> [Task to carry out] Scan the entries for lines with the word "position", then copy those lines.

[Information — start]

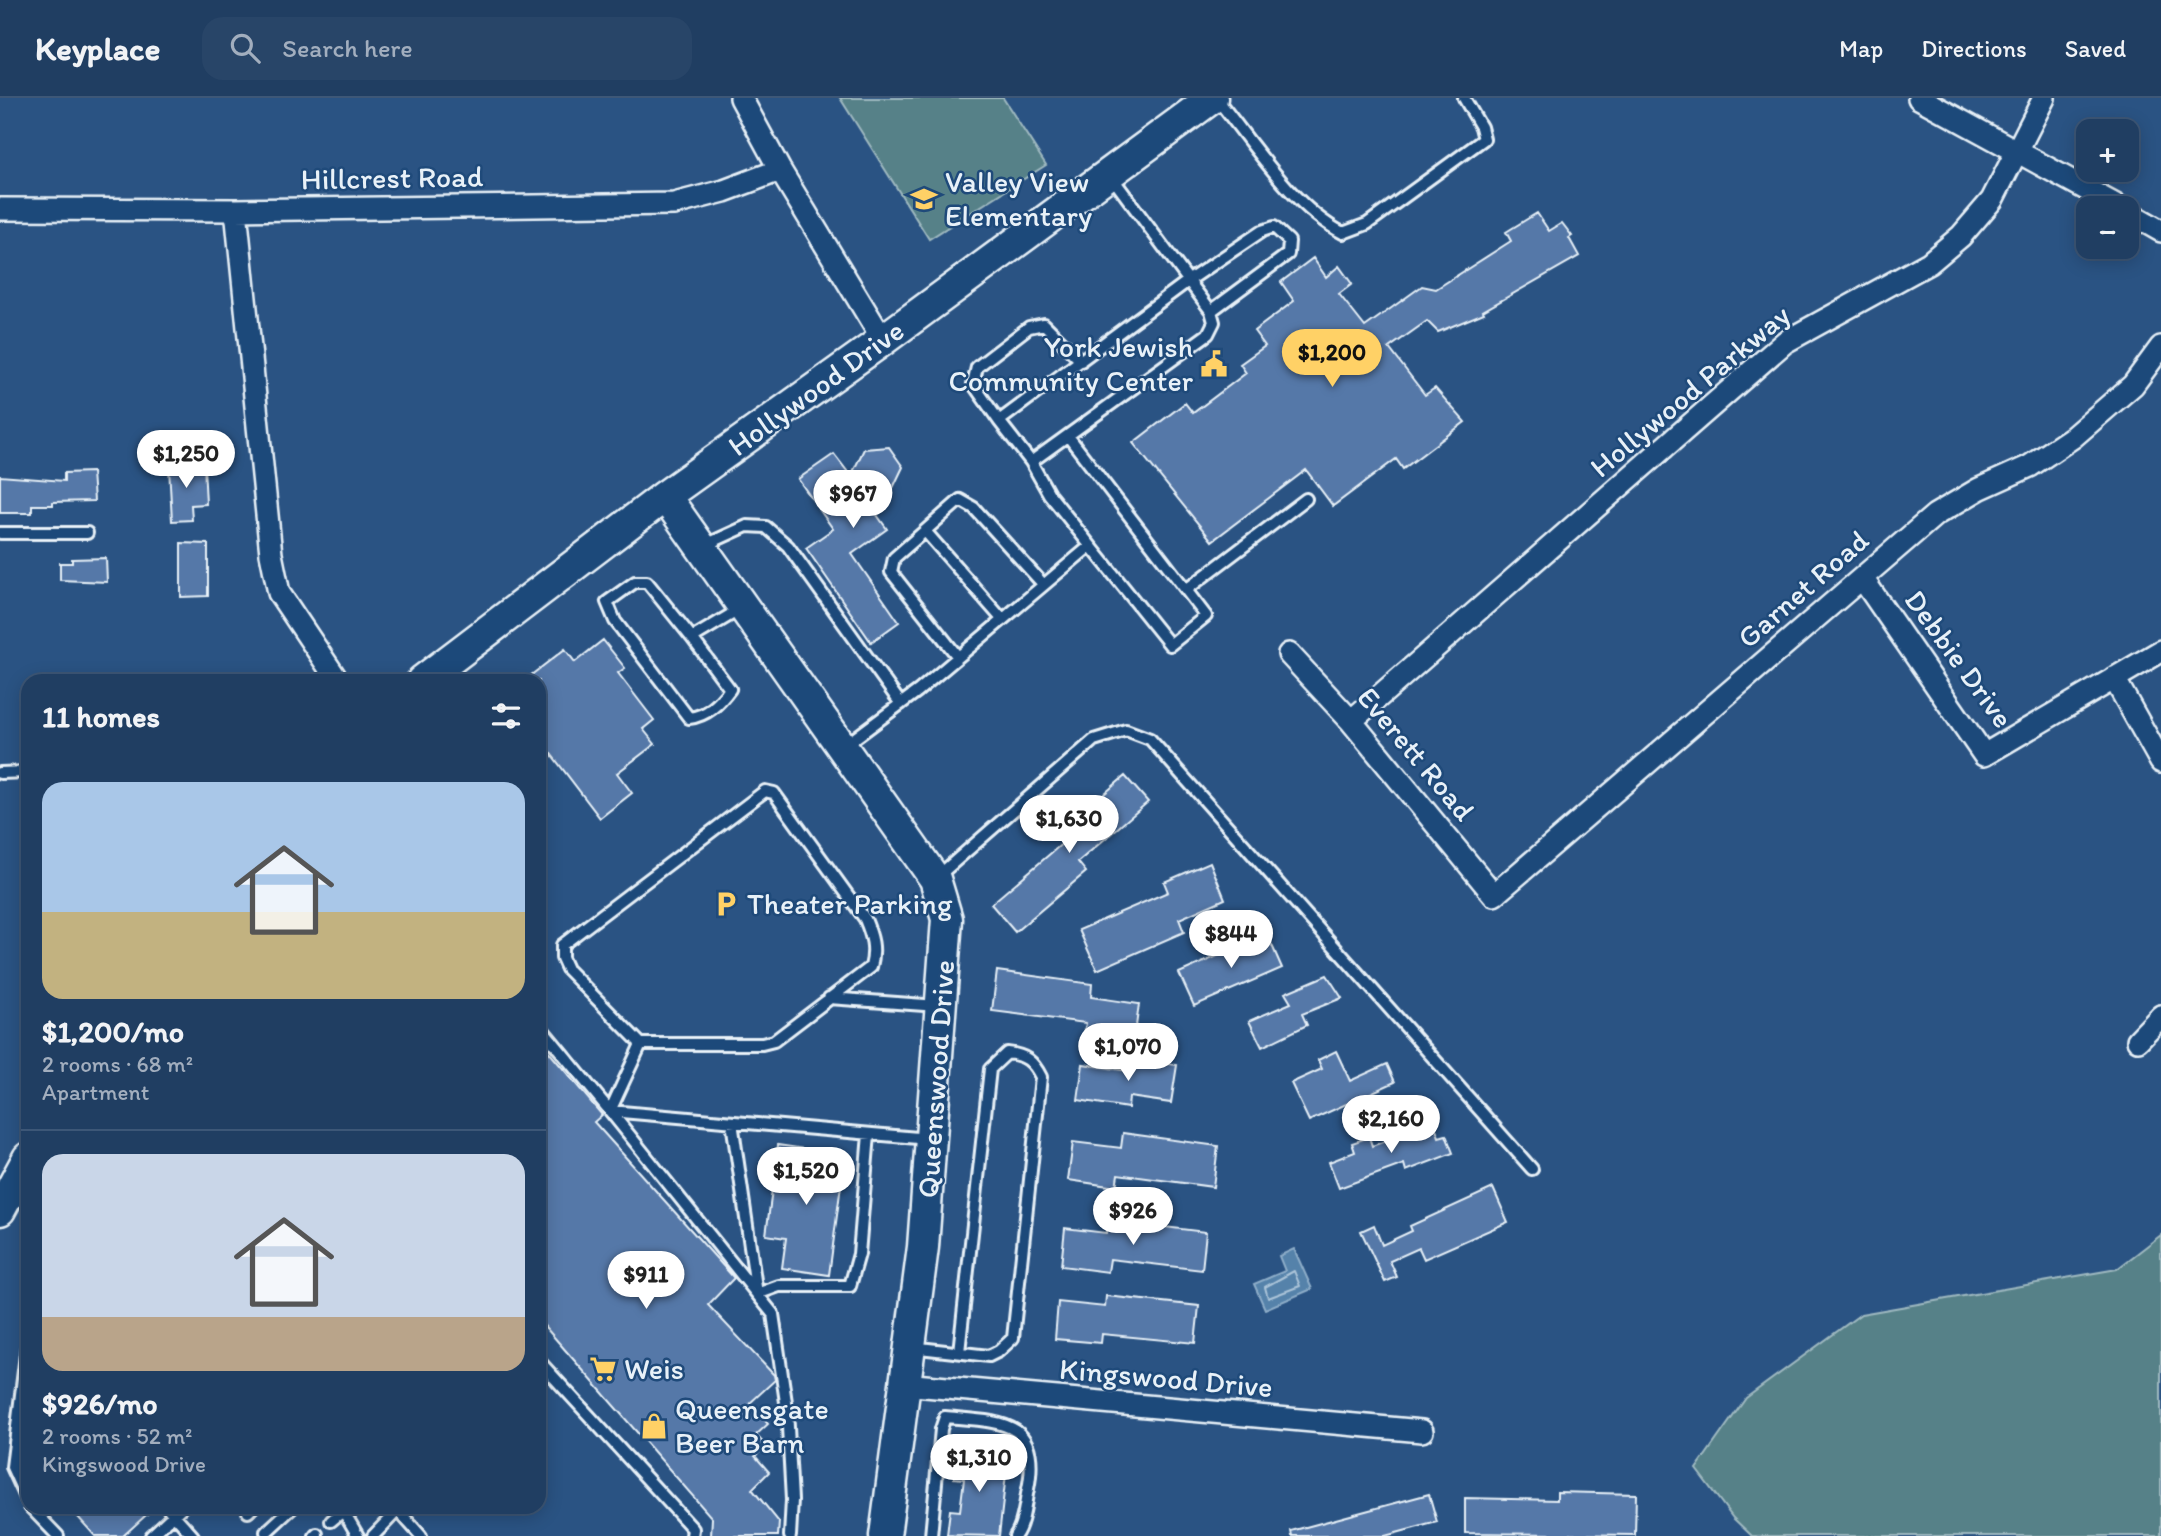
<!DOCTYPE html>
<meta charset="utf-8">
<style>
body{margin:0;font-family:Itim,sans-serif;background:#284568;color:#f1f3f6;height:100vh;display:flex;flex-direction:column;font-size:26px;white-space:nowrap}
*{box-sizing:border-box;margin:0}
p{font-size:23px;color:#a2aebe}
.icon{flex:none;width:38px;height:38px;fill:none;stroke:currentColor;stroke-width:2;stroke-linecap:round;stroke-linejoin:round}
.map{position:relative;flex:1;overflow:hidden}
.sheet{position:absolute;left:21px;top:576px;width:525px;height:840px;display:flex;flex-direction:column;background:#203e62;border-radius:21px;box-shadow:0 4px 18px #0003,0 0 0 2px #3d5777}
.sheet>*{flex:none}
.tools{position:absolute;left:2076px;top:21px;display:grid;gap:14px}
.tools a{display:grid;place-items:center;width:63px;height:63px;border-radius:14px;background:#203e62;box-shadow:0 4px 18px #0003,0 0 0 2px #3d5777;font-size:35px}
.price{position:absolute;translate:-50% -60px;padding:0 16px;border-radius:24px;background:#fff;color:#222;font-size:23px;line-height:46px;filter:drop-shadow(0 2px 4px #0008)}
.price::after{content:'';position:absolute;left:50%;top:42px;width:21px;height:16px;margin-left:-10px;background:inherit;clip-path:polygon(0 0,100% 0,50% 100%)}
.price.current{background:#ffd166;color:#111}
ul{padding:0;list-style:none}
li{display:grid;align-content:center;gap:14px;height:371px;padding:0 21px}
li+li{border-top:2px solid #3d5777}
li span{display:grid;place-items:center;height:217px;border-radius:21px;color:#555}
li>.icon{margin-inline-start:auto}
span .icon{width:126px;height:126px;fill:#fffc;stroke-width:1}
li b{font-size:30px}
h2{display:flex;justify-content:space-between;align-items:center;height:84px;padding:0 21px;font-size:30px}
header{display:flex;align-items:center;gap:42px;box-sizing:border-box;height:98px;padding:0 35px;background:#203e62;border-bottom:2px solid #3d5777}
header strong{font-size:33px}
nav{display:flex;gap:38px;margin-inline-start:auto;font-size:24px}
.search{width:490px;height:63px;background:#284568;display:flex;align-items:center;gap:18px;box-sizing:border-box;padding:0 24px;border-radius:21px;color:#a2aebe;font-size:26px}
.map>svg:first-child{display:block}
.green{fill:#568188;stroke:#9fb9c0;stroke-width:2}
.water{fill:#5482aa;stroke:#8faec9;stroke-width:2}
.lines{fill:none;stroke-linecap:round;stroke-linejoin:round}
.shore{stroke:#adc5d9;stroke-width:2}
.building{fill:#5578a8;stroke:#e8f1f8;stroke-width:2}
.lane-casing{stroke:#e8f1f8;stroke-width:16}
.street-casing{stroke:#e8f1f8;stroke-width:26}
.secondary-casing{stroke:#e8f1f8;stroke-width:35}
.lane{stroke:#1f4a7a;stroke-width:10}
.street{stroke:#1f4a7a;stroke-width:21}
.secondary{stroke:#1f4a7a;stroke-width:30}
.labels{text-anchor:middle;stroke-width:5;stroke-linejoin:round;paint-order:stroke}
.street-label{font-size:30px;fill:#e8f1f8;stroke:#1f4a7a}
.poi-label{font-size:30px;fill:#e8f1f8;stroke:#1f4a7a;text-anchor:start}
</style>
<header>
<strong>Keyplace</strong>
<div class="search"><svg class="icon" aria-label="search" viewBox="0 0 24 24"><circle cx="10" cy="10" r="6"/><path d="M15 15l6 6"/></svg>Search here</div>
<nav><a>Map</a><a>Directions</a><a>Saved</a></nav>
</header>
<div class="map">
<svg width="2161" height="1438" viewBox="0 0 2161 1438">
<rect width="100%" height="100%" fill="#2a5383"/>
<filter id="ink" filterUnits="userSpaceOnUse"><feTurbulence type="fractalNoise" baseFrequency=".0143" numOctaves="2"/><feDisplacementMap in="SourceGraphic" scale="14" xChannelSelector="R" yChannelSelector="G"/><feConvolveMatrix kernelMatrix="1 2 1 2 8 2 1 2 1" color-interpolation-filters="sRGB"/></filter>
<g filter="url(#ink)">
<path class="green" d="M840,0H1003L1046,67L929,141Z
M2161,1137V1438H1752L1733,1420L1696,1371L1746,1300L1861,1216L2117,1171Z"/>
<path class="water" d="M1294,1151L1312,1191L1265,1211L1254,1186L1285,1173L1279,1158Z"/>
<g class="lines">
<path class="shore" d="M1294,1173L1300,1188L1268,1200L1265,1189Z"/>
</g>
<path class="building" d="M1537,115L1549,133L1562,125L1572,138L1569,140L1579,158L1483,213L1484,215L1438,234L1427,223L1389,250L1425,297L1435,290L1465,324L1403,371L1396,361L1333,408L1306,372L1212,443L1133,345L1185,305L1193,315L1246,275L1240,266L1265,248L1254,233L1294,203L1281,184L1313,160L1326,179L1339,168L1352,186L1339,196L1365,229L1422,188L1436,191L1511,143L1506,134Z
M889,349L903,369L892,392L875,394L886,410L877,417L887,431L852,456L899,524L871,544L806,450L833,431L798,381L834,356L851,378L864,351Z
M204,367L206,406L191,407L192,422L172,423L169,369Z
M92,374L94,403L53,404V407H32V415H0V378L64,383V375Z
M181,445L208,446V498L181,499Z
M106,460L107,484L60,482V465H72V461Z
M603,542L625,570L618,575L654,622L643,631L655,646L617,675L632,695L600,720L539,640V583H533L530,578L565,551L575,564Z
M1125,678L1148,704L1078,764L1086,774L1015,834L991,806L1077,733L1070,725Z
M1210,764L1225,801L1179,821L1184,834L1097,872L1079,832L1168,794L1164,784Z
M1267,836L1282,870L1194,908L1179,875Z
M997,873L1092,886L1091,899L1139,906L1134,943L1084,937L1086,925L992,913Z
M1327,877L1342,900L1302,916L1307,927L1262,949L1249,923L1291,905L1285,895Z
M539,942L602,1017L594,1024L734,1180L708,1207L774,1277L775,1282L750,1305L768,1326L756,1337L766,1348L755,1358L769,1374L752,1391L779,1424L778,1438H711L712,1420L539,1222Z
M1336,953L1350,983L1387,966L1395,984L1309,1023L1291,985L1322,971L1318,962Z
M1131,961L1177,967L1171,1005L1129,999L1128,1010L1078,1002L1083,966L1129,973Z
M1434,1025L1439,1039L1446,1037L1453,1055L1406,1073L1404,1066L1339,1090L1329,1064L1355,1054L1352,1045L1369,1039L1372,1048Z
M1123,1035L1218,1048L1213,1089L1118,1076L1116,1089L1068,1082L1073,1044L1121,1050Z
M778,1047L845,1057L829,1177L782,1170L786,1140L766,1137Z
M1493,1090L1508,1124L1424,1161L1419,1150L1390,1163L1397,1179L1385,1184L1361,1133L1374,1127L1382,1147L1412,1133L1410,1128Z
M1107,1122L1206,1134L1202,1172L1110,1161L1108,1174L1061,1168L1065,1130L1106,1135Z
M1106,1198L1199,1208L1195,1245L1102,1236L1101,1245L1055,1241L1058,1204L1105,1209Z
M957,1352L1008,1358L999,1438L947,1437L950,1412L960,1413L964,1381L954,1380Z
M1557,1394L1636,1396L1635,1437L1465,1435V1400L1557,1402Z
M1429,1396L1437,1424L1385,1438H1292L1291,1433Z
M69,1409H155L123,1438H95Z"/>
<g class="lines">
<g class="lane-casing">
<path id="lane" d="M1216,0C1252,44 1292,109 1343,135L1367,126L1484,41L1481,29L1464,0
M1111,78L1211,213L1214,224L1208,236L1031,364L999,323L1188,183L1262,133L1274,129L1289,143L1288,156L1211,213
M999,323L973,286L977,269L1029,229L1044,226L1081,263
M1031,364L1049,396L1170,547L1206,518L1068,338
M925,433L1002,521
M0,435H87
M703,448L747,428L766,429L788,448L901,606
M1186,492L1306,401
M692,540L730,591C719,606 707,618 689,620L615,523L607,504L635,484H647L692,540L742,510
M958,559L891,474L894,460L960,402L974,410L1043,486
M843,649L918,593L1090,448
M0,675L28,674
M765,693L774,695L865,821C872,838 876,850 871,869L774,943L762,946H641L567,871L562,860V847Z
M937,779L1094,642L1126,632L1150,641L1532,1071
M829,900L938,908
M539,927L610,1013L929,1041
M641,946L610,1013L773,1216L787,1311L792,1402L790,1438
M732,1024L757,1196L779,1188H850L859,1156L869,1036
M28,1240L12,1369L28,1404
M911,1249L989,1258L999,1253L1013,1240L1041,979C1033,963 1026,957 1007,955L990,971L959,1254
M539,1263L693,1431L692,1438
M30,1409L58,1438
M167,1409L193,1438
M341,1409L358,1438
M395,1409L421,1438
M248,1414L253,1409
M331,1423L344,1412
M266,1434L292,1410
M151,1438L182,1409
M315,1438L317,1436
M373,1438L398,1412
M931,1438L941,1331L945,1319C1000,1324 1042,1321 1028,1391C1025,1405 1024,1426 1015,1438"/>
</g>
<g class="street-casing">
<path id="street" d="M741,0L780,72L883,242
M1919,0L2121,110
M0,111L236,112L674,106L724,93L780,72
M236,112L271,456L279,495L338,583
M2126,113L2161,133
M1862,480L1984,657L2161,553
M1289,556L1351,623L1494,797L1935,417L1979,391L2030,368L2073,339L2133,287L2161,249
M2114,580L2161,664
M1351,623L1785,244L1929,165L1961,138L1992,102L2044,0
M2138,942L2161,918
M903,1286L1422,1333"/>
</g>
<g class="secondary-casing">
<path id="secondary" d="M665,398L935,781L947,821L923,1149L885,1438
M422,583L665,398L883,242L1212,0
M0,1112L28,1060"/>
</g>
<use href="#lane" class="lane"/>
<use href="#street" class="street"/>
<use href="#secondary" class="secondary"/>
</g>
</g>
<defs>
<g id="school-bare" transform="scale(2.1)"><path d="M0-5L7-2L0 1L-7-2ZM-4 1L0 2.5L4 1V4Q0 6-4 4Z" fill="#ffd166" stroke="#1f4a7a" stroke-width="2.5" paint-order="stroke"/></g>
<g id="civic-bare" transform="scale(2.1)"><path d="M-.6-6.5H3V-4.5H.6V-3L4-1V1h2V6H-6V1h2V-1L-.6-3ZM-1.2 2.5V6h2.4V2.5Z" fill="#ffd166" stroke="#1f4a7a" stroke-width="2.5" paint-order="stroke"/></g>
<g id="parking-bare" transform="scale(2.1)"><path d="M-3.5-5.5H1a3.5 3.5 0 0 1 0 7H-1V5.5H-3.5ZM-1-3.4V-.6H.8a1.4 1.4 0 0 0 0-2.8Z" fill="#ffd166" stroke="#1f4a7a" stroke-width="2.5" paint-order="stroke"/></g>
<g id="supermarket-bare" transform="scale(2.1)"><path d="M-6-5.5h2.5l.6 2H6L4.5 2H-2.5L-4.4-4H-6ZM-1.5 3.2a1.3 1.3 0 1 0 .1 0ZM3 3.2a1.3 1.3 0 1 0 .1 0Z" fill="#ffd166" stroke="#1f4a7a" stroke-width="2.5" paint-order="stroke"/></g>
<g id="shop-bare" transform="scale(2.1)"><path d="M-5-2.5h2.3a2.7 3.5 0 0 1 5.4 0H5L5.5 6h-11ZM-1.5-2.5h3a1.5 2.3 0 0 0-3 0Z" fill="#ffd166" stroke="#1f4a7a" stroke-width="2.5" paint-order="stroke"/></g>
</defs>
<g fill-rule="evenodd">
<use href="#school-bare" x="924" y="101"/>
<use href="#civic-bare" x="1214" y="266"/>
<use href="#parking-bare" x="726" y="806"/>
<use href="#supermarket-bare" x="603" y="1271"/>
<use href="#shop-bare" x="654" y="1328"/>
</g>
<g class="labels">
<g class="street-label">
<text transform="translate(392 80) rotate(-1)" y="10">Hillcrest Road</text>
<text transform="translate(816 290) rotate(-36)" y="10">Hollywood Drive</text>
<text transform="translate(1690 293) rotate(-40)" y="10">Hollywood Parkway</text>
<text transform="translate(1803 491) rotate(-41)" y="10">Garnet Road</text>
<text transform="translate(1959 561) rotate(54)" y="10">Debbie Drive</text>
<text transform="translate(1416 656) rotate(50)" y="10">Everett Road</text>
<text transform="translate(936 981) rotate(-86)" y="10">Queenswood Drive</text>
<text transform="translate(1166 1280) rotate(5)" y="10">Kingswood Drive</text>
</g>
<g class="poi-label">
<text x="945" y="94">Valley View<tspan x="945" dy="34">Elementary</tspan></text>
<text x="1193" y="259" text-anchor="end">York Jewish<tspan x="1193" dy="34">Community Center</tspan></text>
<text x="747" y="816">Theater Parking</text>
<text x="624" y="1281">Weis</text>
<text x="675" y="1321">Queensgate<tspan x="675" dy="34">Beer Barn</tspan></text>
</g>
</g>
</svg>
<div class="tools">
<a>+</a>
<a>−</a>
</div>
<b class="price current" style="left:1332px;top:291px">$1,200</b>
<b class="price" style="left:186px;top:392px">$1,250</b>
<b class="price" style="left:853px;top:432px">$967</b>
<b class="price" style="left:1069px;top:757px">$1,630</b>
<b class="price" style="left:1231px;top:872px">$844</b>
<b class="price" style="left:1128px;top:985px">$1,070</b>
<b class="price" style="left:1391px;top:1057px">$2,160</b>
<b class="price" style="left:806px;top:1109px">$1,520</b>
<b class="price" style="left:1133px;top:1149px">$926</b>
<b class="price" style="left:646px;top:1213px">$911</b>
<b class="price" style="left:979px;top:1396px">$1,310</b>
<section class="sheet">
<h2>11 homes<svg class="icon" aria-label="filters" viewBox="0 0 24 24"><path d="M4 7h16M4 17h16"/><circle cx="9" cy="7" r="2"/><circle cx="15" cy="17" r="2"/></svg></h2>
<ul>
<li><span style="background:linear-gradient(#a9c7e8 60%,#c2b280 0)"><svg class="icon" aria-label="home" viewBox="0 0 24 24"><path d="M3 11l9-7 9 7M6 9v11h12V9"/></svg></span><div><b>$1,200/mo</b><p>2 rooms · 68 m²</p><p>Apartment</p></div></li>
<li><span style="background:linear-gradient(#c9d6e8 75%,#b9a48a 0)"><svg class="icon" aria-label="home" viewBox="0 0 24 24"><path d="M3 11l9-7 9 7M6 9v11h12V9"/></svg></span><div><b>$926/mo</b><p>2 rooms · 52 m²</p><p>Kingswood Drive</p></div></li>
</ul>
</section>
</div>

[Information — finish]

> [Result of this task]
.map{position:relative;flex:1;overflow:hidden}
.sheet{position:absolute;left:21px;top:576px;width:525px;height:840px;display:flex;flex-direction:column;background:#203e62;border-radius:21px;box-shadow:0 4px 18px #0003,0 0 0 2px #3d5777}
.tools{position:absolute;left:2076px;top:21px;display:grid;gap:14px}
.price{position:absolute;translate:-50% -60px;padding:0 16px;border-radius:24px;background:#fff;color:#222;font-size:23px;line-height:46px;filter:drop-shadow(0 2px 4px #0008)}
.price::after{content:'';position:absolute;left:50%;top:42px;width:21px;height:16px;margin-left:-10px;background:inherit;clip-path:polygon(0 0,100% 0,50% 100%)}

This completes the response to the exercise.